(Collected data)
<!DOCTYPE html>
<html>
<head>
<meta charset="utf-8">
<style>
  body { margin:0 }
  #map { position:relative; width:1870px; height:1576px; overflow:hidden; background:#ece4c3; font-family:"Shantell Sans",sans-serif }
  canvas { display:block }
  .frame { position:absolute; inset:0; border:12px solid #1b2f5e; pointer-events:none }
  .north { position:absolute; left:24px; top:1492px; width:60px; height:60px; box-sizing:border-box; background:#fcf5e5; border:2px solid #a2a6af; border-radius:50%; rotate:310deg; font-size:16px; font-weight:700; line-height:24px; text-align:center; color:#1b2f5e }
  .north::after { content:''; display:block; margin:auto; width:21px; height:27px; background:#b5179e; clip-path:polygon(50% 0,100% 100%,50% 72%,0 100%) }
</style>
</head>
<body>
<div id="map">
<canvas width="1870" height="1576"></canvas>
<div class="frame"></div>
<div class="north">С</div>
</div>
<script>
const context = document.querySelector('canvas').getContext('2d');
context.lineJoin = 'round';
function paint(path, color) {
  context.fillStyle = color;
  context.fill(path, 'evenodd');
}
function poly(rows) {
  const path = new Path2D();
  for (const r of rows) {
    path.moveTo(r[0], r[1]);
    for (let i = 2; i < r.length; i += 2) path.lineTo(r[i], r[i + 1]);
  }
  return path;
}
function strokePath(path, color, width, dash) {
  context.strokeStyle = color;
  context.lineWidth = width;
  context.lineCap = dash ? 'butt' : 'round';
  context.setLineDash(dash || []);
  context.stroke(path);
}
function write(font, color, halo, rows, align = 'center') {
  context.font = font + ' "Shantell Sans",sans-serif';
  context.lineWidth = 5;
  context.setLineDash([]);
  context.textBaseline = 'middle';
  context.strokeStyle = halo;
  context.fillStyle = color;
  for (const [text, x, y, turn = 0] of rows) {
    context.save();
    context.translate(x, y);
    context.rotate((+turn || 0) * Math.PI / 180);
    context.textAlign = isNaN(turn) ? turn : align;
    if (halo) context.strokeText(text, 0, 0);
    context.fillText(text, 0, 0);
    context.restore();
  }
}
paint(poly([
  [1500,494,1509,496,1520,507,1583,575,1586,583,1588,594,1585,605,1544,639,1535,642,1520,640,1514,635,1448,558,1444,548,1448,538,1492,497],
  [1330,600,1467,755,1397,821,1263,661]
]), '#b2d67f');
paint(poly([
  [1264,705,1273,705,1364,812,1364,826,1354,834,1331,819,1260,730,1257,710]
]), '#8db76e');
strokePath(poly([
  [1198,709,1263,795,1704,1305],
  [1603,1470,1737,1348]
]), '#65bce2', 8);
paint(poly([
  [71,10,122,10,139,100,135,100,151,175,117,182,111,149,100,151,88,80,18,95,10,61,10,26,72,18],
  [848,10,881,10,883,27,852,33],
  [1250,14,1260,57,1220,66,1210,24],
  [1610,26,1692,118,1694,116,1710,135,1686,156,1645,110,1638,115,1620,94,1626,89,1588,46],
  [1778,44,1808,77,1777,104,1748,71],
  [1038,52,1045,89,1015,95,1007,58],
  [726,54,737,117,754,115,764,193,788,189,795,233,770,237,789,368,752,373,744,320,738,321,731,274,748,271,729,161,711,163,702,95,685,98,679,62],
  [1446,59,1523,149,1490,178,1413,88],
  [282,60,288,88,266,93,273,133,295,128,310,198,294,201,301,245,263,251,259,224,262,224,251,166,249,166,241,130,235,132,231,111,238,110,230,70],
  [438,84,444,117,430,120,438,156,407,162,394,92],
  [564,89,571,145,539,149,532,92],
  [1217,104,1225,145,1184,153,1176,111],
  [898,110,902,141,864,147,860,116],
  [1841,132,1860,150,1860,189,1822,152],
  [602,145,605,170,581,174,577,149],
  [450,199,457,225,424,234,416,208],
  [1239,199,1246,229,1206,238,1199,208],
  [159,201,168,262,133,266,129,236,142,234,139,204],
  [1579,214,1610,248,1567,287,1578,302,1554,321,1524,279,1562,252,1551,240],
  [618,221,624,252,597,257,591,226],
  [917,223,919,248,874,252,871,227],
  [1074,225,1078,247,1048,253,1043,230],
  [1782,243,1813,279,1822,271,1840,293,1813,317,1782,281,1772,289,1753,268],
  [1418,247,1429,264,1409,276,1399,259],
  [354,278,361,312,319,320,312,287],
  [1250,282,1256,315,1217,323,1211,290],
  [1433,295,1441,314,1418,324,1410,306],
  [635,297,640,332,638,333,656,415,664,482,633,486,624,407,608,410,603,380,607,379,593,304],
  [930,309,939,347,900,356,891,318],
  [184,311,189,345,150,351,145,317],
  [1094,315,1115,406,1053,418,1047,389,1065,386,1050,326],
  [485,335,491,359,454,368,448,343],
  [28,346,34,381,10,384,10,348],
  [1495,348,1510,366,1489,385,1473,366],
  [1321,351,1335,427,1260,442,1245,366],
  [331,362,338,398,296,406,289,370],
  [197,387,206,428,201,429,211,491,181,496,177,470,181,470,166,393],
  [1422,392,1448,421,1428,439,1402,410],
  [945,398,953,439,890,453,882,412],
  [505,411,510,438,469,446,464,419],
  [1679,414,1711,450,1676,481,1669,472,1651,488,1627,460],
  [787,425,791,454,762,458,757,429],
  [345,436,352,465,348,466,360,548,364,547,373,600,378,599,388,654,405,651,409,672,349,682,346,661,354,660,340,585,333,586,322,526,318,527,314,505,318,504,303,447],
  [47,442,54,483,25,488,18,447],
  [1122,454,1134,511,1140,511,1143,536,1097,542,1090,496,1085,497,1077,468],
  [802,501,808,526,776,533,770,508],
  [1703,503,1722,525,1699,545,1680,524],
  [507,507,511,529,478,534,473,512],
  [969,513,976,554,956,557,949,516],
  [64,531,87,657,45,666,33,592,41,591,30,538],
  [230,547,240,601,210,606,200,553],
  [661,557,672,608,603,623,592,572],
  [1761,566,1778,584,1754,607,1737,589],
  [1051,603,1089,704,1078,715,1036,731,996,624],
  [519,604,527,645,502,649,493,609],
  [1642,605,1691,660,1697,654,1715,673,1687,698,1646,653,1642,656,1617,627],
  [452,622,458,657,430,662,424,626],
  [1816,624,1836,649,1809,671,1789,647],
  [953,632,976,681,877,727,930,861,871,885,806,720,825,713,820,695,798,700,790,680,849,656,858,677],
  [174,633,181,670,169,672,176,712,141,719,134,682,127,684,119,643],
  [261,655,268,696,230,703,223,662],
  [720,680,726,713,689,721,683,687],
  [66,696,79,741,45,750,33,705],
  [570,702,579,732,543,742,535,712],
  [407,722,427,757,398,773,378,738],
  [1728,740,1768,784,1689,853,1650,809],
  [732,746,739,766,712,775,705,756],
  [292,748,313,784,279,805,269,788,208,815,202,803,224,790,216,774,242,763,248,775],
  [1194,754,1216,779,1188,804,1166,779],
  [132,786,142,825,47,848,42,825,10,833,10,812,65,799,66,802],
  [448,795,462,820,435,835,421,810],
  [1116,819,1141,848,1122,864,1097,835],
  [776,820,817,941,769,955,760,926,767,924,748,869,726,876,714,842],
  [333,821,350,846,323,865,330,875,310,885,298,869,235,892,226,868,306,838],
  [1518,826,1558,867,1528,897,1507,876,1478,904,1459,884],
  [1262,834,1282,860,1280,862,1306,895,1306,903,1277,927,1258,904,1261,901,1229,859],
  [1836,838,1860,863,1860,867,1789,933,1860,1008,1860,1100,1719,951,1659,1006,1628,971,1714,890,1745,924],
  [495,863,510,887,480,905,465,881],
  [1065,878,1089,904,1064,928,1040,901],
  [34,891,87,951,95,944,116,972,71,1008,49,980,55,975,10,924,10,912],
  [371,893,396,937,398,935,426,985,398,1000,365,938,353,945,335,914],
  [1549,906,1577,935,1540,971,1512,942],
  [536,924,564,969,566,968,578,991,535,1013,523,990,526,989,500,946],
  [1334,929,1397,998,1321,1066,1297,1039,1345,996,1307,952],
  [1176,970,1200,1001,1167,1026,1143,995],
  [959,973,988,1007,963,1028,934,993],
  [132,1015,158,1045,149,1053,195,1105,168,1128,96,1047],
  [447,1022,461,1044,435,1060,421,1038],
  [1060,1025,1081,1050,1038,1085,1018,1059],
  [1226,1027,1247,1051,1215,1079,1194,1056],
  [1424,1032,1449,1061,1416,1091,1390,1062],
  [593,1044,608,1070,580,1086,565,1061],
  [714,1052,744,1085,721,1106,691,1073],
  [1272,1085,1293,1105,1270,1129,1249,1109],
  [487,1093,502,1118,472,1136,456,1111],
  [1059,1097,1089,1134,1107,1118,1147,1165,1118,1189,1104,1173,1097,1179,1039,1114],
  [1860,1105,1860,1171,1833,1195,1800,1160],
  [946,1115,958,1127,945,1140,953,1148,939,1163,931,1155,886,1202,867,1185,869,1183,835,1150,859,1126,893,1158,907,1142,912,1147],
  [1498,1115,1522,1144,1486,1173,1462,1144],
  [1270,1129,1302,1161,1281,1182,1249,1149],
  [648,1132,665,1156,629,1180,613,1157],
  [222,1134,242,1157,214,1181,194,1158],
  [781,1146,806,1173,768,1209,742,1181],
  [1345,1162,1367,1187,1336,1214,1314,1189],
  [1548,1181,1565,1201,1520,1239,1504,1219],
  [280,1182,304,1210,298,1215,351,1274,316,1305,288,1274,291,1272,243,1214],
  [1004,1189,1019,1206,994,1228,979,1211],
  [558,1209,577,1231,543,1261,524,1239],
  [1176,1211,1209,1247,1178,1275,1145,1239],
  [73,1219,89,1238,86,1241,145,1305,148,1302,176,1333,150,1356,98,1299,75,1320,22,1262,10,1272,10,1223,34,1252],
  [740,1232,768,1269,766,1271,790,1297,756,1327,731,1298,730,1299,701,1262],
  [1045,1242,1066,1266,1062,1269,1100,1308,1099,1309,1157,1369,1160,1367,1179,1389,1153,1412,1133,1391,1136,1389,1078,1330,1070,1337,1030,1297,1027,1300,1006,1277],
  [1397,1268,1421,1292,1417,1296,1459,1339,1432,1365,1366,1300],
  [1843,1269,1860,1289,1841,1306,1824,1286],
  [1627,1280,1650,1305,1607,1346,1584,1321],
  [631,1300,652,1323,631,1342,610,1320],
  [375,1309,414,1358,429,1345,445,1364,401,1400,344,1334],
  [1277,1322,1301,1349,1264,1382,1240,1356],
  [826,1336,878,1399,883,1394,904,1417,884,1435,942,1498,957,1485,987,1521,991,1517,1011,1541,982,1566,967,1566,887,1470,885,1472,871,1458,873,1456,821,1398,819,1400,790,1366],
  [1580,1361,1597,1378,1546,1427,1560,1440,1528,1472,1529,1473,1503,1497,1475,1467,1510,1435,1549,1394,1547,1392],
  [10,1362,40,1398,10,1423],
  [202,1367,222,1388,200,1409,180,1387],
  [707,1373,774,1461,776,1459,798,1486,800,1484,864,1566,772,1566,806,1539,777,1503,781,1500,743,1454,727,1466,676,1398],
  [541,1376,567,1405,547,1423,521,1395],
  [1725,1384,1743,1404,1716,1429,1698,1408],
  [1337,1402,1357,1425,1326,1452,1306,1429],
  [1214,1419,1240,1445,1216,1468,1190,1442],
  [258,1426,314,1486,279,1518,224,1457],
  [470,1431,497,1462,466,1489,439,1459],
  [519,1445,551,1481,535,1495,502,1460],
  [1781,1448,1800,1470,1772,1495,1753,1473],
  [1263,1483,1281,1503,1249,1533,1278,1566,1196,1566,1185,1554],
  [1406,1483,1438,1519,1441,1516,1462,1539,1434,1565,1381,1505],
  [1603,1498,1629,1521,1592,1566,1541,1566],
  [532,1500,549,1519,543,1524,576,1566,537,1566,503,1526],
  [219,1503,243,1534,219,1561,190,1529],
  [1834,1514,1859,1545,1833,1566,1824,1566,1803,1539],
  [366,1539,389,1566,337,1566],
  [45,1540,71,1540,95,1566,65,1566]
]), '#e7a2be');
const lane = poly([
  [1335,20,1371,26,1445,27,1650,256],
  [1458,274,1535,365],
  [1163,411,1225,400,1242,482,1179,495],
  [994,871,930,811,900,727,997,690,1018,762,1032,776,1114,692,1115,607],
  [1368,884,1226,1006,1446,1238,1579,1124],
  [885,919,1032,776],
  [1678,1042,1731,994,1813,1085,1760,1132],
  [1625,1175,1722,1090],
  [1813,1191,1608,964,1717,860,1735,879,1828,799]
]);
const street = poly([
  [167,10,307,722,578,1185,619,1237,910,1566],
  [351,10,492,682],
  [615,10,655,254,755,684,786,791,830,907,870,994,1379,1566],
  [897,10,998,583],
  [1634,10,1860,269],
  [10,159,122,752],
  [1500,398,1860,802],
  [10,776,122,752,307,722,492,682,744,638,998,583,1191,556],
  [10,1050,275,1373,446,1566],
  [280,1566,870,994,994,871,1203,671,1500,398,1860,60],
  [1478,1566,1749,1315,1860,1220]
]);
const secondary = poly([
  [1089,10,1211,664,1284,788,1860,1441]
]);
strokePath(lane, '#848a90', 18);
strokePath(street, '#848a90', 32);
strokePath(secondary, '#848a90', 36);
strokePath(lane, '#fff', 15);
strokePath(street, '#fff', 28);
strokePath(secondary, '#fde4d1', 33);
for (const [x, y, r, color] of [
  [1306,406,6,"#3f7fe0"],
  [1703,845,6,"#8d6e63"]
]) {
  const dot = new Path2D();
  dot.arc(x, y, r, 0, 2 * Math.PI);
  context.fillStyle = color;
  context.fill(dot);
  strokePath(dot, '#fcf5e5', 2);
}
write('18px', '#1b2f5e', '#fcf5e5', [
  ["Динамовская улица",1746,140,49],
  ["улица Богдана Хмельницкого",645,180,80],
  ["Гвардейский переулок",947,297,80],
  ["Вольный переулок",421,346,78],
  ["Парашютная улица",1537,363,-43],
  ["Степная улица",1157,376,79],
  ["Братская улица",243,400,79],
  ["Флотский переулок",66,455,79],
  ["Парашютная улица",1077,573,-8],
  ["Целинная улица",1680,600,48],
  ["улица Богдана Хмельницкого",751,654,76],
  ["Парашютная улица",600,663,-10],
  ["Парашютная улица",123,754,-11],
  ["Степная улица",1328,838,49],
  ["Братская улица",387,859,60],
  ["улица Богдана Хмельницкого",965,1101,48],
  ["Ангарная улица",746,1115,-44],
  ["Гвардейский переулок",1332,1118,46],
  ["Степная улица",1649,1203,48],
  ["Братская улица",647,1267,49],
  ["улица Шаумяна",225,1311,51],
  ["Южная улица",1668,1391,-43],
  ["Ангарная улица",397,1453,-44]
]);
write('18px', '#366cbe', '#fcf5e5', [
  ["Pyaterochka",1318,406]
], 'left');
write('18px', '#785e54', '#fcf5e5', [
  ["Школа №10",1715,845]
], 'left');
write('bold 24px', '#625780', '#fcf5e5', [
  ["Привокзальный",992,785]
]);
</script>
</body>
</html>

*What the task requires:* Go through the entries above and report each line with the string "lineWidth" in it.

*Output:*
  context.lineWidth = width;
  context.lineWidth = 5;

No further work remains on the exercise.